While there are plenty of things for new moms to worry about, having a glass of wine with dinner shouldn’t be one of them. It’s true that drinking while pregnant is a no-no, but the same doesn’t hold true for breastfeeding moms. When you’re pregnant, any alcohol in your blood passes directly through the placenta to the fetus. However, when you’re nursing, your baby’s metabolism dilutes the alcohol in your blood.

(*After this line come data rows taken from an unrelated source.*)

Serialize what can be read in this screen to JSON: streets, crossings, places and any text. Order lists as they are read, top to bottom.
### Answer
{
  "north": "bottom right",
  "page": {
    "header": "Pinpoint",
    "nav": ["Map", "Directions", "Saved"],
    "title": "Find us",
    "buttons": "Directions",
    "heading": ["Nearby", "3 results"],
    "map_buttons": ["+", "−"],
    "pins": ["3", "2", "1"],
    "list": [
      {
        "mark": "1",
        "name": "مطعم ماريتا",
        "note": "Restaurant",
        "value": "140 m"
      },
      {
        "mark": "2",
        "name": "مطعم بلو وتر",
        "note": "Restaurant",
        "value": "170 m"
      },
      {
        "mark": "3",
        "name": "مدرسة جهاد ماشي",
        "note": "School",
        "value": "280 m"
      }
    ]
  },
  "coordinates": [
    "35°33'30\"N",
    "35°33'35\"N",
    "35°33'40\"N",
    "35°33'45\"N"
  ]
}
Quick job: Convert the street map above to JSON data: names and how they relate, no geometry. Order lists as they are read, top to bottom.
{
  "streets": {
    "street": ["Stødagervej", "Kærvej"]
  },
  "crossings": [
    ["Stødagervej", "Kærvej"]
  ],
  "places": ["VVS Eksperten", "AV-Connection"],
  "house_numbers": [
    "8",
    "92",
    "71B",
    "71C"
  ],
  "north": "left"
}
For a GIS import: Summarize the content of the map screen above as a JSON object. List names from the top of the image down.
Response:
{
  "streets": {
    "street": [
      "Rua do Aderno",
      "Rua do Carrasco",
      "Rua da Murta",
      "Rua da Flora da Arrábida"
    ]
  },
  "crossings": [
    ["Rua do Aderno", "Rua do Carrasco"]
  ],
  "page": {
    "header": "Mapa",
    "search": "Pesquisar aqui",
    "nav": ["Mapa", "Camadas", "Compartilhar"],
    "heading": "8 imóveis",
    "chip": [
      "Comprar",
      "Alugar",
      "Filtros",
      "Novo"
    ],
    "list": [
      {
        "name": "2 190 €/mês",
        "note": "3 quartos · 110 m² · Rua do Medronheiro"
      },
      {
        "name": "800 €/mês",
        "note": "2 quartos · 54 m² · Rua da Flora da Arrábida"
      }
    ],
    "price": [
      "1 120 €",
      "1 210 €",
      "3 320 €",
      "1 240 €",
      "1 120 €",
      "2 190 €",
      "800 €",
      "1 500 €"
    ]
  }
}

How to identify your milk alcohol level
When you have an alcoholic beverage, the level of alcohol in your blood is the same as the level of alcohol in your milk. A 140-pound woman who drinks three ounces (two glasses) of wine with 13% alcohol content will have a Blood Alcohol Content (BAC) of 0.006%. Likewise, her breastmilk will be 0.006% alcohol. The effects of the alcohol will peak about 30 to 60 minutes after consumption, and then the alcohol will pass out of the mother’s system.
Interestingly, some studies indicate that lactation lowers peak blood alcohol concentration. Breastfeeding moms get significantly less intoxicated than formula-feeding moms and other women when they drink the same amount.
What happens if I nurse my baby after drinking a glass of wine?
One glass of wine is unlikely to have any notable effect on a healthy newborn. According to La Leche League, maternal blood alcohol levels must reach 300mg/100ml before significant side effects are reported in infant. To put that in perspective, you would be well past losing consciousness at this point. In fact, a review of 41 studies in the journal Basic + Clinical Pharmacology + Toxicology found that “even in a theoretical case of binge drinking, the children would not be subjected to clinically relevant amounts of alcohol [in the breastmilk].”
However, some studies do seem to indicate that newborns take less milk than they would otherwise in the 3-4 hours after an alcoholic beverage is consumed. As the alcohol exits the mother’s system, newborns will increase their intake to make up for this decrease. It’s believed that the odor of the milk is off-putting to infants. In other words, it doesn’t taste quite right, but it’s harmless.
Should I pump and dump?
Sometimes mothers are advised to “pump and dump” to clear the alcohol out of their systems. This actually has no effect. As long as there’s alcohol in your blood, there’s alcohol in your breastmilk. If you’re not comfortable breastfeeding your baby while there’s alcohol in your system, it’s just a matter of waiting 3-4 hours after you indulge to nurse again. That allows plenty of time for the wine to pass out of your system.
A note on excessive drinking while breastfeeding
While the occasional glass of wine or beer is perfectly fine for breastfeeding moms, excessive alcohol can create problems for newborns. Large quantities of alcohol can cause weakness, drowsiness, deep sleep, and abnormal weight gain in infants, and excessive drinking can lead to failure to thrive. A breastfeeding mother who drinks to excess regularly can impede her baby’s growth, and she compromises her ability to care for her child.
Raise your your glass, mama!
Not only is a little alcohol permissible, it’s productive. According to Mayo Clinic, moderate alcohol use can reduce your risk of developing heart disease and even your risk of diabetes. So relax, mom. Whether you want to indulge with a glass of wine at dinner or a beer on the beach, enjoy!